Em todas as mitologias de que se tem conhecimento existe uma legião de deuses que se aproveitam dos humanos para satisfazerem desejos e caprichos. O Zeus dos gregos não hesitava em se metamorfosear em qualquer animal para se aproximar de uma mortal que despertasse sua intensa libido, sem a menor consideração quanto ao desejo da escolhida. Na mitologia judaico-cristã, a violência contra a mulher não recebe punição mais rigorosa. No capítulo 34, do Gêneses, temos a seguinte situação: ao se instalar em Canaã, a filha de Jacó, chamada Dina, despertou a lascívia de Siquem, um natural da terra dos cananeus, “ele tomou-a, dormiu com ela e lhe fez violência”. Ao tomarem conhecimento, pai e irmãos da jovem enfureceram, no entanto, o lúbrico amante se mostrou apaixonado e se propôs a aceitar Dina como esposa. Relutância por parte dos familiares, pois Siquem não era circuncidado. Mas, a paixão do moço era tamanha que ele aceitou a circuncisão, e o conflito foi resolvido. A solução, no entanto, foi acertada num conchavo entre o noivo e o pai da moça. A própria Dina em momento algum foi consultada sobre casar com um homem que havia cometido um atentado contra ela. Já a seita dos cristãos, a que atiça o ódio daquela turba que cercou o hospital, tem origem numa situação que remete às lendas dos gregos. Maria, uma virgem prometida em casamento a José, um dia recebe a notícia de que dará à luz um filho, embora nunca tenha mantido relações carnais com o futuro marido. Mas, disseram a ela, tratava-se de uma decisão tomada lá nas alturas celestiais, não havia chance de recusa. Em momento algum ela foi consultada sobre o papel de mãe, ainda que ao fruto de seu ventre estivesse destinado a uma vida grandiosa. E o mais curioso, o anjo que desceu do céu para anunciar o grande fato, em Mt. 1:18-23, se dirige a José, e não a ela. Ainda que a fecundação da jovem tivesse como origem o espírito santo, como diz a lenda, sem contato físico, portanto, não se exclui aqui a noção de violência, visto que a força atuante que agride é infinitamente maior do que a da pessoa agredida, que não consegue sair da condição de passividade nem reagir. Vê-se, nos dois casos, que a vontade da mulher bem como as consequências físicas e emocionais para ela não é levada em conta e a aceitação de um novo estado de coisas é sempre resultado de um acordo do qual ela é apenas um objeto de negociação.

É claro que esses dois episódios são fabulações de culturas arcaicas que orientavam a existência por crendices populares em seres celestes. Mas, as narrativas das origens, ainda que fictícias, são produtos de concepções arraigadas em hábito e condições reais de vida. De qualquer maneira, trata-se de uma longa tradição de desrespeito à mulher enquanto subjetividade legítima, com desejos, convicções e autodeterminação. E é triste constatar que, ainda hoje, existam pessoas que recorram a essas mesmas fábulas para legitimar um posicionamento. No caso da multidão que se aglomerou na porta do hospital para protestar contra o aborto permitido pela justiça, não houve uma única voz que se preocupasse com a opinião da pessoa mais interessada no desenrolar da história: a menina estuprada. A condenação era justificada com apelo a supostas leis divinas criadas, na verdade, apenas nos devaneios dessas mesmas mentalidades tão saudosas dos tempos primitivos. Essas mesmas leis que são cegas quanto à truculência imposta a uma criança de dez anos, porque mantém os olhos voltados para valores morais abstratos.
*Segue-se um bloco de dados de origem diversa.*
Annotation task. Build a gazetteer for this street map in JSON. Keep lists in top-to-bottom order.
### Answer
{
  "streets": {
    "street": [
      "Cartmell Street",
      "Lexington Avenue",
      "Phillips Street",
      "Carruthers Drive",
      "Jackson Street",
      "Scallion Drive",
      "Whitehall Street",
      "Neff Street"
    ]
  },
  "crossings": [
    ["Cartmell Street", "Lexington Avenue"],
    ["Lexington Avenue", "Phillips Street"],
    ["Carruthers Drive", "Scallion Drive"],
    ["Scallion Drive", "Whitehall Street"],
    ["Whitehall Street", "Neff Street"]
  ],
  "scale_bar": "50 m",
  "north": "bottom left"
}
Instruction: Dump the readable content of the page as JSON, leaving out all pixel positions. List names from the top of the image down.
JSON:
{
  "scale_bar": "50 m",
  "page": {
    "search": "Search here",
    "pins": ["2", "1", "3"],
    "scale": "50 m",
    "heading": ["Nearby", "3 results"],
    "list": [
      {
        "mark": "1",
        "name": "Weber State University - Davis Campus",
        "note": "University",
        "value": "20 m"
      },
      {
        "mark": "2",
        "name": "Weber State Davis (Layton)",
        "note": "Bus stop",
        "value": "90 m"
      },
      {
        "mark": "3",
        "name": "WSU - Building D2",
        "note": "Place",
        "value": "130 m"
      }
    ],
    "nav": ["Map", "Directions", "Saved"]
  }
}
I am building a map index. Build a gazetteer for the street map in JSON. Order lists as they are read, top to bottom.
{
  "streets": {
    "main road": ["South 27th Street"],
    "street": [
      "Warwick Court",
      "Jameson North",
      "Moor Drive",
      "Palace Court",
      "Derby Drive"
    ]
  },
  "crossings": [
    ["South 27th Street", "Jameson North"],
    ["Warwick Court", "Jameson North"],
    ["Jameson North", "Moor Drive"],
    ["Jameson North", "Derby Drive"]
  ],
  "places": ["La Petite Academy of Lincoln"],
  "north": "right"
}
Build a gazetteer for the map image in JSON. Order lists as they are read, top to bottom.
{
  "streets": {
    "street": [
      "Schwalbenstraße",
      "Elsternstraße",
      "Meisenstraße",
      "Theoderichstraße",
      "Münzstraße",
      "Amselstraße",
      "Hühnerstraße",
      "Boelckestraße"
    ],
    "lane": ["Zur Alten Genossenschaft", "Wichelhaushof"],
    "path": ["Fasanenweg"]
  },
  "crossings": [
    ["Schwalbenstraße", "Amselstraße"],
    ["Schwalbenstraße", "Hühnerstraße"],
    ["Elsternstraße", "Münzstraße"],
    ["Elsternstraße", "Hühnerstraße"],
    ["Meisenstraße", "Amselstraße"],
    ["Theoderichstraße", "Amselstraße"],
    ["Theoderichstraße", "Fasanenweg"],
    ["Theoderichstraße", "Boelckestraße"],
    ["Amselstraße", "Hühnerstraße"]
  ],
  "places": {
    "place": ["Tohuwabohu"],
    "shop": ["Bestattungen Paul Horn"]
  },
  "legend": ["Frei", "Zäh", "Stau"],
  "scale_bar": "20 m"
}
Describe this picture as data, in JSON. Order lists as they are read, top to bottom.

Os atos de violência contra a mulher, desde os mais leves até a abominação do estupro, têm respaldo ancestral nas mitologias e nos seres superpoderosos criados por elas, como se a mulher não passasse de um animal a ser imolado em sacrifício ritualístico para a satisfação única dos espíritos do além. Considerando-se que os deuses não são nada mais do que projeções das fantasias que os humanos criaram para lidar com seus medos e deficiências, é óbvio que as façanhas divinas são uma maneira de transferir a um ser imaginário a realização dos seus próprios desejos. E já que o estupro é tolerado nos textos ditos sagrados, enquanto o homem acreditar na existência de deuses e apresentar o álibi da fé para justificar atrocidades, ele terá sempre à mão um cúmplice para assumir a responsabilidade dos seus próprios atos.